Gordy hired a core team of exceptional songwriters, including the trio Holland–Dozier–Holland (Lamont Dozier and brothers Brian and Eddie Holland), Norman Whitfield, William “Mickey” Stevenson, Smokey Robinson, Barrett Strong, Nickolas Ashford and Valerie Simpson, and many others. He used a tight-knit group of musicians, collectively known as the Funk Brothers, to record the instrumental tracks for many of Motown’s most famous records.
BUT PERHAPS HIS GREATEST GIFT was his talent for developing artists. He and his team taught their acts to be ambassadors for the entire African-American community, and insisted that they learn to walk, talk and act in a dignified fashion at all times to contradict the image many white Americans had of black people at the time.
Each artist was immaculately groomed, dressed and choreographed to look classy and elegant; they served as role models for kids who came from the same housing projects they had. Many debuted as opening acts on Motown package tours, giving them time to refine their skills before being thrust into the spotlight.
Over time, Motown revolutionized the music industry and proved a formative influence on future rock ’n’ roll legends — the Beatles and Rolling Stones, among them. The label and its music also changed attitudes toward African-American musicians during the civil rights era.

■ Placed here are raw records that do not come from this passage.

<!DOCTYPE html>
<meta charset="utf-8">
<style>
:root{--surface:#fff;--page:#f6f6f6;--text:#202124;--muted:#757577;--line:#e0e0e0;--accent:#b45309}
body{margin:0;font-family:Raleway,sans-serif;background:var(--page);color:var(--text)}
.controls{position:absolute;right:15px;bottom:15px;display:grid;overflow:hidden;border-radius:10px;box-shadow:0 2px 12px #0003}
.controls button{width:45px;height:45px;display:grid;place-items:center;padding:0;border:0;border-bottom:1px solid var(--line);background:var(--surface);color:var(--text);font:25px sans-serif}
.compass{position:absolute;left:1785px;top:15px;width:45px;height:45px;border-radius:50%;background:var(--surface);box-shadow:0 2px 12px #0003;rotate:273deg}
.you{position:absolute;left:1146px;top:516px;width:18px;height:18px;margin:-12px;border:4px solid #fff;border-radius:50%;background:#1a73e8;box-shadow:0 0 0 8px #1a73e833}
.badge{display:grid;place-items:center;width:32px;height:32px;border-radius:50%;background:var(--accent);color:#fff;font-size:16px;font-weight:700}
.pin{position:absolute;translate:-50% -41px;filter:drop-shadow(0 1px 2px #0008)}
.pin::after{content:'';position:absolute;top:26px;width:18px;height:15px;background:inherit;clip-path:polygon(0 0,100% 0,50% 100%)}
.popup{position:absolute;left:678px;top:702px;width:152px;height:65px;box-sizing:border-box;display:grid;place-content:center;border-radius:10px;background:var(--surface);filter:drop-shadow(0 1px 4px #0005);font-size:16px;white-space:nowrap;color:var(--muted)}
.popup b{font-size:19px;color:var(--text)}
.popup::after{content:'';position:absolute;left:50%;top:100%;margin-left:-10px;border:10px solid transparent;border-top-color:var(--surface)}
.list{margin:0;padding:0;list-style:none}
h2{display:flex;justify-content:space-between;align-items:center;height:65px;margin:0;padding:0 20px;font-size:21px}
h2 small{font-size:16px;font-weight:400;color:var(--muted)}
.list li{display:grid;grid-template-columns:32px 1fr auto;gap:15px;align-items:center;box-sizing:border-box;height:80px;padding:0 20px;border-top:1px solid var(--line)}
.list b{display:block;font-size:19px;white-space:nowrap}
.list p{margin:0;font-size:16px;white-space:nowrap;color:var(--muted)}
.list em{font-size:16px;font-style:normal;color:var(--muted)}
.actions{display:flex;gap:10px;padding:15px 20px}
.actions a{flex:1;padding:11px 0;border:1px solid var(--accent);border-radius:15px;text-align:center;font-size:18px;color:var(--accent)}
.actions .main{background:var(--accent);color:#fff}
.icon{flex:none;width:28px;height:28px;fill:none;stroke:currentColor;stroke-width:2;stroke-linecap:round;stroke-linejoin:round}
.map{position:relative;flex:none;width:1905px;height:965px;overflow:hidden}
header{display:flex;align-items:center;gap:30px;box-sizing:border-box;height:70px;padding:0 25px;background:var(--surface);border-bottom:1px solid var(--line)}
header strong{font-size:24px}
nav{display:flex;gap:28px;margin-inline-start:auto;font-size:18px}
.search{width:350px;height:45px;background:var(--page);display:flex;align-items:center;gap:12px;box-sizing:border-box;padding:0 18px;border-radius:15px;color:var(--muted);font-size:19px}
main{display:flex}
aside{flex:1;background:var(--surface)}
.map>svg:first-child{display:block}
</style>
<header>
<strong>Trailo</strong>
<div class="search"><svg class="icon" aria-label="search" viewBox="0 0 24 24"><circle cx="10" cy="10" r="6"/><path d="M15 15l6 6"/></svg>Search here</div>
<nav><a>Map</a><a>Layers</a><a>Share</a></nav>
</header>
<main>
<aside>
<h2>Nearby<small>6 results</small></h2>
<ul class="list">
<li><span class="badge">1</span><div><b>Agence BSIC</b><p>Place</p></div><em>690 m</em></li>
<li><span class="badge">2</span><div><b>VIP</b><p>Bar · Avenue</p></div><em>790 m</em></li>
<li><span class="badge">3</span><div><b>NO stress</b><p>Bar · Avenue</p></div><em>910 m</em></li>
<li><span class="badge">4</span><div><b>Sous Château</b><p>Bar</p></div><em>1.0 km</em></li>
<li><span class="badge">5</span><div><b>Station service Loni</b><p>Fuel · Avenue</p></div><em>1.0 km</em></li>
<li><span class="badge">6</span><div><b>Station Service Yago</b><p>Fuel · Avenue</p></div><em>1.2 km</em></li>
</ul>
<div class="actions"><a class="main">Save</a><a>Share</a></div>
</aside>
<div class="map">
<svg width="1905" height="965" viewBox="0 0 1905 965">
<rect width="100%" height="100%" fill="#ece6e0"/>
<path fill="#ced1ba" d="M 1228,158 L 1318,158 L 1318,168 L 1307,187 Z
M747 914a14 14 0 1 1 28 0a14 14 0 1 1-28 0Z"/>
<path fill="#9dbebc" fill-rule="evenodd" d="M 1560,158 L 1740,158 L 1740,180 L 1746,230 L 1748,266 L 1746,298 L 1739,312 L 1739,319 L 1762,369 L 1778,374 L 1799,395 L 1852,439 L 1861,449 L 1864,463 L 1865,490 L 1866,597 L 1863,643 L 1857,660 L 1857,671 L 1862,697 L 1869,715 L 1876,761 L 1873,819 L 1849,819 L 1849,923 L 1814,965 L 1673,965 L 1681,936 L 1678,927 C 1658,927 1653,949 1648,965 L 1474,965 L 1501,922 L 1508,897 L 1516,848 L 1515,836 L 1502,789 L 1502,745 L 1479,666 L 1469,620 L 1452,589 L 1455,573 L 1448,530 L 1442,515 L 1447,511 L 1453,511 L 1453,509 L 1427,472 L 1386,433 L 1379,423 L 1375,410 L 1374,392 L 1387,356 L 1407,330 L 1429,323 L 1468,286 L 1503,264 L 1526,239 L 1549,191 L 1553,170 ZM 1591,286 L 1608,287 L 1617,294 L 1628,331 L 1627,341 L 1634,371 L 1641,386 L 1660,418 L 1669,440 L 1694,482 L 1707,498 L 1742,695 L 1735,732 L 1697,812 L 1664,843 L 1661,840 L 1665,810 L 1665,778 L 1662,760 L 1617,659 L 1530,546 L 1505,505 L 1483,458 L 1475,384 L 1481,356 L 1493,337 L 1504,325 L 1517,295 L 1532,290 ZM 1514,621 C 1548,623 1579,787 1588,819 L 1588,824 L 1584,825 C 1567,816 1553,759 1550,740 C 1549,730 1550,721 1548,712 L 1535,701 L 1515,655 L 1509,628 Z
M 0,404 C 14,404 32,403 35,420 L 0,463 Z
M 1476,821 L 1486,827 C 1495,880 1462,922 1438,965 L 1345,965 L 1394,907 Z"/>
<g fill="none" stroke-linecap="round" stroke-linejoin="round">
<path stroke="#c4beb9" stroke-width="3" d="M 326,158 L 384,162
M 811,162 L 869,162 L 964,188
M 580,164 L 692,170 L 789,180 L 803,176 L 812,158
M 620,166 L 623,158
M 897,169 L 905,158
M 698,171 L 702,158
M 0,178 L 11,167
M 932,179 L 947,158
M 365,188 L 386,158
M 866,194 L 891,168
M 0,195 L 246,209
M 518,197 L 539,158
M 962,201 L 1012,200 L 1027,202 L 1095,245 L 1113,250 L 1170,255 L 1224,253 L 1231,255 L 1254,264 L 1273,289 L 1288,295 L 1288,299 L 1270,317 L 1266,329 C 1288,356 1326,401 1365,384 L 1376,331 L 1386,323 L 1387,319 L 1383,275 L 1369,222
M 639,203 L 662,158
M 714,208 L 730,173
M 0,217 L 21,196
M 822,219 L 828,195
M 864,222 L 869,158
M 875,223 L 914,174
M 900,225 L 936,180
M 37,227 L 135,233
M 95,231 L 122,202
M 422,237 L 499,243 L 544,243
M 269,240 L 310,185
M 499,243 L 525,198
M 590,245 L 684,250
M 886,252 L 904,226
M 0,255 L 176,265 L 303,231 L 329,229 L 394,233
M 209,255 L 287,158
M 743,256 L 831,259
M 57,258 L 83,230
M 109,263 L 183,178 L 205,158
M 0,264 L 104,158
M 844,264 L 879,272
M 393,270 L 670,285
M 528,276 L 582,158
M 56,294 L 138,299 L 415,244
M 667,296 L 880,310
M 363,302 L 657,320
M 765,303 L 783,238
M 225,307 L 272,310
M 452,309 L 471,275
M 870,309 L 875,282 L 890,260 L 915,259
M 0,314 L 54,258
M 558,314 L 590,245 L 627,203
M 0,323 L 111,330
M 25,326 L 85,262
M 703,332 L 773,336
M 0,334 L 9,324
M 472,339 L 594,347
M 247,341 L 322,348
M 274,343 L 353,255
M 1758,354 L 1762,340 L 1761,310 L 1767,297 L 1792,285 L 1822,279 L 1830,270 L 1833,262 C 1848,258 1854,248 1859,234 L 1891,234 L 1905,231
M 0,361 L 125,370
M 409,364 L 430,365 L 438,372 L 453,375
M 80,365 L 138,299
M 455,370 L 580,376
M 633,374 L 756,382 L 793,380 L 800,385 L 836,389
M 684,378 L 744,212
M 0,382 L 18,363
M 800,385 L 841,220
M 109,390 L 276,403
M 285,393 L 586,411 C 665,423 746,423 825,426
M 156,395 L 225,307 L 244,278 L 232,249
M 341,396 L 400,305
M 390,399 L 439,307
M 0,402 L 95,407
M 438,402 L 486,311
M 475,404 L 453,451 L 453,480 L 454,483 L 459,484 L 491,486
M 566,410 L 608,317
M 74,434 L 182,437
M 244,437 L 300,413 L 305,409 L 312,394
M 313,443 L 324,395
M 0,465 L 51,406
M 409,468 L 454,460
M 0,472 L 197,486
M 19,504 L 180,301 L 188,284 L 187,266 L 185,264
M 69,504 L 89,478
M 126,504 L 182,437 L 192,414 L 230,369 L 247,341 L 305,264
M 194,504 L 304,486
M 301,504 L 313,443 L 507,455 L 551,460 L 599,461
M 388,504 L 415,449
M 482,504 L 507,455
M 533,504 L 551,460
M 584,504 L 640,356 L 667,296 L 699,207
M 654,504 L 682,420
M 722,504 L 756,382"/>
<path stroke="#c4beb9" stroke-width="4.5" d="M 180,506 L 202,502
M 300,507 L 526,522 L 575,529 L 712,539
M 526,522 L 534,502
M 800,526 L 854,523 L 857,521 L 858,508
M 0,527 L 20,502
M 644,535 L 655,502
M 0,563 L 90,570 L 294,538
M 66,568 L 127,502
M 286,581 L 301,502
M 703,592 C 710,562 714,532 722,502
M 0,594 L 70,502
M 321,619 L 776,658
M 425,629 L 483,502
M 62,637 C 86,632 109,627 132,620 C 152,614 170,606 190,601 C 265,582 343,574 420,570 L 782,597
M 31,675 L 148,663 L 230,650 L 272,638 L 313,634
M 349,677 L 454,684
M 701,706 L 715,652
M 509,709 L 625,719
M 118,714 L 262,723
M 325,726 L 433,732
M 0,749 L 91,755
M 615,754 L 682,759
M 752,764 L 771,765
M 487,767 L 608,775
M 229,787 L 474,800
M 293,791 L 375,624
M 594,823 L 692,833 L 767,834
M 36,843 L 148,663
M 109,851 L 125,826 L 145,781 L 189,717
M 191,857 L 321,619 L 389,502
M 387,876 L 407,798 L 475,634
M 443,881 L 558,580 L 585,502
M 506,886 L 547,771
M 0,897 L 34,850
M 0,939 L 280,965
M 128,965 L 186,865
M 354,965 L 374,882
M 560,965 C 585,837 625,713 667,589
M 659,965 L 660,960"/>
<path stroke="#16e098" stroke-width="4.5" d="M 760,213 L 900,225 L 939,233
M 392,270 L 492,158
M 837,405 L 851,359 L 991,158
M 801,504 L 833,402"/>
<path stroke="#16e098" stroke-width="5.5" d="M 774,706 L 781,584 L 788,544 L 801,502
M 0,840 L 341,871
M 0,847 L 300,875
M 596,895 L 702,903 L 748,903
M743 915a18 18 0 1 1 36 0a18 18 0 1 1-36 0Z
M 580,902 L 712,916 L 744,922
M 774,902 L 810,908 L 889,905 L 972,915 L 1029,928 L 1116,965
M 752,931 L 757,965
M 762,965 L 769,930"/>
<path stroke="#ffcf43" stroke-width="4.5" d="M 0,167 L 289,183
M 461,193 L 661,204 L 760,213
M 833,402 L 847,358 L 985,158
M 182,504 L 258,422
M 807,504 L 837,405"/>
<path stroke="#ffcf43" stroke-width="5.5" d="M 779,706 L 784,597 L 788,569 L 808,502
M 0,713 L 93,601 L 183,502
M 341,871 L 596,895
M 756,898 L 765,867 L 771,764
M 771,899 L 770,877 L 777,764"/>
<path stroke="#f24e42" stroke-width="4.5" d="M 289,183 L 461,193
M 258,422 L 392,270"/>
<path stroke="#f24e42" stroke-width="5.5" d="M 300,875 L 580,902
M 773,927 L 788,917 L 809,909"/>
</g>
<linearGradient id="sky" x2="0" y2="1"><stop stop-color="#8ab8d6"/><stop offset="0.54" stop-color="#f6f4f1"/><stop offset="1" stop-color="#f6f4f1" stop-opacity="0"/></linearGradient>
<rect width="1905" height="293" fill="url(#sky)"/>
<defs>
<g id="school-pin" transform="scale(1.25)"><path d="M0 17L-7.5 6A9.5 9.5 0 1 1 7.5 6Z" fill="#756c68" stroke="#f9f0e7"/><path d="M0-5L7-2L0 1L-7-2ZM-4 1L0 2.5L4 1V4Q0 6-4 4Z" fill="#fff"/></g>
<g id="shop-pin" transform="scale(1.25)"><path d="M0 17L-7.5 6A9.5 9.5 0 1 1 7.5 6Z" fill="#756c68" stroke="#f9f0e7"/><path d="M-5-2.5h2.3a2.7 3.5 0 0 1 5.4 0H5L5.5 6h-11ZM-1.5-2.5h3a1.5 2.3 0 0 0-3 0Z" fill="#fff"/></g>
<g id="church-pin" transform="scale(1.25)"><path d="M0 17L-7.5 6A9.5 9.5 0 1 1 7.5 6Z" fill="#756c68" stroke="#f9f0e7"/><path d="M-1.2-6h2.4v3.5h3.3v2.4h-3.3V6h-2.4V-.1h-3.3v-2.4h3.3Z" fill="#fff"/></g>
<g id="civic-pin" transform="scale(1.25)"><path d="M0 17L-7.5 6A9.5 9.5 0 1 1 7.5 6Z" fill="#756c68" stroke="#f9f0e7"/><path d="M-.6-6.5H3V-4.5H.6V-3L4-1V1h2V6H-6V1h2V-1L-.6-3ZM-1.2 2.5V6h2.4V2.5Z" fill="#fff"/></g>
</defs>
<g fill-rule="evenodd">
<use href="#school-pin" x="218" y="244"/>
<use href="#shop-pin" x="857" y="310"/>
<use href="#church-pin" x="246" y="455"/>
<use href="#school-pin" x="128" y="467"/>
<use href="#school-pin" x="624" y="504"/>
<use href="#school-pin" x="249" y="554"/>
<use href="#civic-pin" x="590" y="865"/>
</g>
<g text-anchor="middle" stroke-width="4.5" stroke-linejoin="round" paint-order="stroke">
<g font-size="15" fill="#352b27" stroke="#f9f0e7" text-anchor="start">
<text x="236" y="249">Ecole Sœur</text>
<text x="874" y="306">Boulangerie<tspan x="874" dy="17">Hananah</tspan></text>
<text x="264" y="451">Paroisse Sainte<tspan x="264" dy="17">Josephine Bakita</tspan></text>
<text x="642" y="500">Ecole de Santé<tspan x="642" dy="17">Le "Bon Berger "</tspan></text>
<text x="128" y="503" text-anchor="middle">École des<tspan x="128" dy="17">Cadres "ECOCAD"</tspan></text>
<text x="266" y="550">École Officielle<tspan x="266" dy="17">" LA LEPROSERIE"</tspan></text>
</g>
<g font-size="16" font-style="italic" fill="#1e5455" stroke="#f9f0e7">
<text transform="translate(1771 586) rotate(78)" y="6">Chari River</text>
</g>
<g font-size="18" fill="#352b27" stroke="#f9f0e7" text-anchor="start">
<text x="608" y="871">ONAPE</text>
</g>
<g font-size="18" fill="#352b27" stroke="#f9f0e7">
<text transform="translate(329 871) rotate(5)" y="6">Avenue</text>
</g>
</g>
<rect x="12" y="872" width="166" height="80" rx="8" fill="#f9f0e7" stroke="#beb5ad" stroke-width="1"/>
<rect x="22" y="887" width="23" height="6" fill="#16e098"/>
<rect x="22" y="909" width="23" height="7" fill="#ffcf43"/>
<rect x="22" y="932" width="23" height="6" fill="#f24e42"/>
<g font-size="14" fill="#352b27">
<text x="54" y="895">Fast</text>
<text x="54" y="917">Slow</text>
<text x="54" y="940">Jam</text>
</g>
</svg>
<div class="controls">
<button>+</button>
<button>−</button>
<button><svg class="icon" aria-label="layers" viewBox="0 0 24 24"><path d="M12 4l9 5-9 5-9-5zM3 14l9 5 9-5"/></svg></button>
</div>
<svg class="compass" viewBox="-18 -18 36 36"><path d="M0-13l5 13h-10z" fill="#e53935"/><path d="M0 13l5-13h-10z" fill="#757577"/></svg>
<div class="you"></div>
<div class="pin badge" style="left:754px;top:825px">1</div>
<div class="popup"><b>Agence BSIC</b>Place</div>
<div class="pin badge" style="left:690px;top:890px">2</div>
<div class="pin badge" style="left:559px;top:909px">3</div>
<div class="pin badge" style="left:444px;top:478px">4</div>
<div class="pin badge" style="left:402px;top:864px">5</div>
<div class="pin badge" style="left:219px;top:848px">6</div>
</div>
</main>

“I RECOGNIZED THE IMPACT [we were having],” Smokey Robinson recalled in a New Orleans Times-Picayune interview, “because Motown acts were going all over the world. I recognized the bridges that we crossed, the racial problems and the barriers that we broke down. … I would come to the South in the early days and audiences would be segregated. Then they started to get the Motown music, and we would go back, and the audiences were integrated and the kids were dancing together and holding hands.”
There’s only so much history one can get from a two-hour musical. But Motown the Musical serves as an important reminder of how Berry Gordy’s vision helped create an America in which both blacks and whites were “Dancing in the Streets.”